Start of DATASET ENTRIES

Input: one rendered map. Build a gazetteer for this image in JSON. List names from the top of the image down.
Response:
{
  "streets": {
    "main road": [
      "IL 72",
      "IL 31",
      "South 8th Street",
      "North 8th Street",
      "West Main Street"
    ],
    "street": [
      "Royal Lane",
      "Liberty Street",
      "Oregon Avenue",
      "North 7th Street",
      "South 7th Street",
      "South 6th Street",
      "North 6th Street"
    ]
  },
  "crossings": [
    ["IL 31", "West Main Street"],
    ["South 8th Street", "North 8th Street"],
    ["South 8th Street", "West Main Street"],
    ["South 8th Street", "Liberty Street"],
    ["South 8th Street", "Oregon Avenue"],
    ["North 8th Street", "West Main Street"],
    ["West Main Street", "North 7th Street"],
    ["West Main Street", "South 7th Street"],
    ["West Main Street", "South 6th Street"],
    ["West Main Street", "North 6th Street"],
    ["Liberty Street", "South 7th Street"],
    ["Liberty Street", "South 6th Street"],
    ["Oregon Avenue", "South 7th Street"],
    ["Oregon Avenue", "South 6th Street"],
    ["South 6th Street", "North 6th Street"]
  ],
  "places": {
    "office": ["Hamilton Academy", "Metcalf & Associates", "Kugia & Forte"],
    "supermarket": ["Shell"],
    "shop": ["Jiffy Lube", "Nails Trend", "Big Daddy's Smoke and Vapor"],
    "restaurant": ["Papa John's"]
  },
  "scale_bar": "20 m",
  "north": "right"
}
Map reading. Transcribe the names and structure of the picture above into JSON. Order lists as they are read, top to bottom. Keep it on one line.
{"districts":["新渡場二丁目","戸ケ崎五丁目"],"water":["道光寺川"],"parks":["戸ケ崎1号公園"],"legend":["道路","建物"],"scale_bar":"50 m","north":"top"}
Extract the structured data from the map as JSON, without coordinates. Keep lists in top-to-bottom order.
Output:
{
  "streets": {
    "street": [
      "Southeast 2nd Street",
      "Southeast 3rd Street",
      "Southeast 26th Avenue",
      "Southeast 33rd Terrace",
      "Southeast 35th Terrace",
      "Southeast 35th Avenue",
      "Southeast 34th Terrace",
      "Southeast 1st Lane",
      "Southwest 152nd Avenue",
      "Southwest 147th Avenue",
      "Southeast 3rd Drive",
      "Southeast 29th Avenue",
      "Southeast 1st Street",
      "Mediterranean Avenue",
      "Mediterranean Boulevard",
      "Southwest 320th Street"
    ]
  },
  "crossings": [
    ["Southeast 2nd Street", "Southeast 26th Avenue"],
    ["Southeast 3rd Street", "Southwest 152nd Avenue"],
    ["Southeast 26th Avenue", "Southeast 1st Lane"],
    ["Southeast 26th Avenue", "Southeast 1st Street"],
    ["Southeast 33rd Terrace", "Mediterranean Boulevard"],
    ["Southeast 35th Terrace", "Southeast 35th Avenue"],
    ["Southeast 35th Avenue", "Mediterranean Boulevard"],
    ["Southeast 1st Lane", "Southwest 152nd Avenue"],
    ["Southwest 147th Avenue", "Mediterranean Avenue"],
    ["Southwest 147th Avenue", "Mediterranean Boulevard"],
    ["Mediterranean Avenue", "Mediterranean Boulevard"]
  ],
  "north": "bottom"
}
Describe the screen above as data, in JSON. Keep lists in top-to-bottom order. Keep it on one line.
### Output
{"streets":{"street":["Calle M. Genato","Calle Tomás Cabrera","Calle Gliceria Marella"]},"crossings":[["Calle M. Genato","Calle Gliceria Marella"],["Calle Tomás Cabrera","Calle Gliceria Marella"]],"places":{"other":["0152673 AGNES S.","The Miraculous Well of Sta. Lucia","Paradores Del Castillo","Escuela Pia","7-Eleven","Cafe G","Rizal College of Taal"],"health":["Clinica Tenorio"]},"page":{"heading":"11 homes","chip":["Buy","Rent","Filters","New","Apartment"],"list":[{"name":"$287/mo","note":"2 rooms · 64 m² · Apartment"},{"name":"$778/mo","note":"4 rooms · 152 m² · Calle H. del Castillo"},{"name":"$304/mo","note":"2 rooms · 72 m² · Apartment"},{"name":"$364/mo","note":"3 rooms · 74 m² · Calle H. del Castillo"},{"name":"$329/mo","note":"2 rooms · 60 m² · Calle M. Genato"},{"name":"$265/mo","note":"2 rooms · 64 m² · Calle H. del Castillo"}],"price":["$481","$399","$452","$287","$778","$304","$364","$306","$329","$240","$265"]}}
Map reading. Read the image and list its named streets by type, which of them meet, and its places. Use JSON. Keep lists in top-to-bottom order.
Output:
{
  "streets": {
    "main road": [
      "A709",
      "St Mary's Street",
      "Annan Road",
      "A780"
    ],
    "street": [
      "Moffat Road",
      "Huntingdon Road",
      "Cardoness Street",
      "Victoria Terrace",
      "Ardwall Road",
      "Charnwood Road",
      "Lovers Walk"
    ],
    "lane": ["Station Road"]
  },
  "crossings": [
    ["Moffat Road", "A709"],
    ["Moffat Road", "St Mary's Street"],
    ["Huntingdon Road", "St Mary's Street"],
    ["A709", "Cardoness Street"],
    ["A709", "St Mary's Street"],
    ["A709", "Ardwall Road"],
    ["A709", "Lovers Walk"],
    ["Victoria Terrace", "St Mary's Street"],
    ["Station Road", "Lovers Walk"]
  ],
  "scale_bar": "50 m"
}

End of DATASET ENTRIES

PROBLEM DESCRIPTION:
Print the records above exactly as they appear.

EXERCISE SOLUTION:
Input: one rendered map. Build a gazetteer for this image in JSON. List names from the top of the image down.
Response:
{
  "streets": {
    "main road": [
      "IL 72",
      "IL 31",
      "South 8th Street",
      "North 8th Street",
      "West Main Street"
    ],
    "street": [
      "Royal Lane",
      "Liberty Street",
      "Oregon Avenue",
      "North 7th Street",
      "South 7th Street",
      "South 6th Street",
      "North 6th Street"
    ]
  },
  "crossings": [
    ["IL 31", "West Main Street"],
    ["South 8th Street", "North 8th Street"],
    ["South 8th Street", "West Main Street"],
    ["South 8th Street", "Liberty Street"],
    ["South 8th Street", "Oregon Avenue"],
    ["North 8th Street", "West Main Street"],
    ["West Main Street", "North 7th Street"],
    ["West Main Street", "South 7th Street"],
    ["West Main Street", "South 6th Street"],
    ["West Main Street", "North 6th Street"],
    ["Liberty Street", "South 7th Street"],
    ["Liberty Street", "South 6th Street"],
    ["Oregon Avenue", "South 7th Street"],
    ["Oregon Avenue", "South 6th Street"],
    ["South 6th Street", "North 6th Street"]
  ],
  "places": {
    "office": ["Hamilton Academy", "Metcalf & Associates", "Kugia & Forte"],
    "supermarket": ["Shell"],
    "shop": ["Jiffy Lube", "Nails Trend", "Big Daddy's Smoke and Vapor"],
    "restaurant": ["Papa John's"]
  },
  "scale_bar": "20 m",
  "north": "right"
}
Map reading. Transcribe the names and structure of the picture above into JSON. Order lists as they are read, top to bottom. Keep it on one line.
{"districts":["新渡場二丁目","戸ケ崎五丁目"],"water":["道光寺川"],"parks":["戸ケ崎1号公園"],"legend":["道路","建物"],"scale_bar":"50 m","north":"top"}
Extract the structured data from the map as JSON, without coordinates. Keep lists in top-to-bottom order.
Output:
{
  "streets": {
    "street": [
      "Southeast 2nd Street",
      "Southeast 3rd Street",
      "Southeast 26th Avenue",
      "Southeast 33rd Terrace",
      "Southeast 35th Terrace",
      "Southeast 35th Avenue",
      "Southeast 34th Terrace",
      "Southeast 1st Lane",
      "Southwest 152nd Avenue",
      "Southwest 147th Avenue",
      "Southeast 3rd Drive",
      "Southeast 29th Avenue",
      "Southeast 1st Street",
      "Mediterranean Avenue",
      "Mediterranean Boulevard",
      "Southwest 320th Street"
    ]
  },
  "crossings": [
    ["Southeast 2nd Street", "Southeast 26th Avenue"],
    ["Southeast 3rd Street", "Southwest 152nd Avenue"],
    ["Southeast 26th Avenue", "Southeast 1st Lane"],
    ["Southeast 26th Avenue", "Southeast 1st Street"],
    ["Southeast 33rd Terrace", "Mediterranean Boulevard"],
    ["Southeast 35th Terrace", "Southeast 35th Avenue"],
    ["Southeast 35th Avenue", "Mediterranean Boulevard"],
    ["Southeast 1st Lane", "Southwest 152nd Avenue"],
    ["Southwest 147th Avenue", "Mediterranean Avenue"],
    ["Southwest 147th Avenue", "Mediterranean Boulevard"],
    ["Mediterranean Avenue", "Mediterranean Boulevard"]
  ],
  "north": "bottom"
}
Describe the screen above as data, in JSON. Keep lists in top-to-bottom order. Keep it on one line.
### Output
{"streets":{"street":["Calle M. Genato","Calle Tomás Cabrera","Calle Gliceria Marella"]},"crossings":[["Calle M. Genato","Calle Gliceria Marella"],["Calle Tomás Cabrera","Calle Gliceria Marella"]],"places":{"other":["0152673 AGNES S.","The Miraculous Well of Sta. Lucia","Paradores Del Castillo","Escuela Pia","7-Eleven","Cafe G","Rizal College of Taal"],"health":["Clinica Tenorio"]},"page":{"heading":"11 homes","chip":["Buy","Rent","Filters","New","Apartment"],"list":[{"name":"$287/mo","note":"2 rooms · 64 m² · Apartment"},{"name":"$778/mo","note":"4 rooms · 152 m² · Calle H. del Castillo"},{"name":"$304/mo","note":"2 rooms · 72 m² · Apartment"},{"name":"$364/mo","note":"3 rooms · 74 m² · Calle H. del Castillo"},{"name":"$329/mo","note":"2 rooms · 60 m² · Calle M. Genato"},{"name":"$265/mo","note":"2 rooms · 64 m² · Calle H. del Castillo"}],"price":["$481","$399","$452","$287","$778","$304","$364","$306","$329","$240","$265"]}}
Map reading. Read the image and list its named streets by type, which of them meet, and its places. Use JSON. Keep lists in top-to-bottom order.
Output:
{
  "streets": {
    "main road": [
      "A709",
      "St Mary's Street",
      "Annan Road",
      "A780"
    ],
    "street": [
      "Moffat Road",
      "Huntingdon Road",
      "Cardoness Street",
      "Victoria Terrace",
      "Ardwall Road",
      "Charnwood Road",
      "Lovers Walk"
    ],
    "lane": ["Station Road"]
  },
  "crossings": [
    ["Moffat Road", "A709"],
    ["Moffat Road", "St Mary's Street"],
    ["Huntingdon Road", "St Mary's Street"],
    ["A709", "Cardoness Street"],
    ["A709", "St Mary's Street"],
    ["A709", "Ardwall Road"],
    ["A709", "Lovers Walk"],
    ["Victoria Terrace", "St Mary's Street"],
    ["Station Road", "Lovers Walk"]
  ],
  "scale_bar": "50 m"
}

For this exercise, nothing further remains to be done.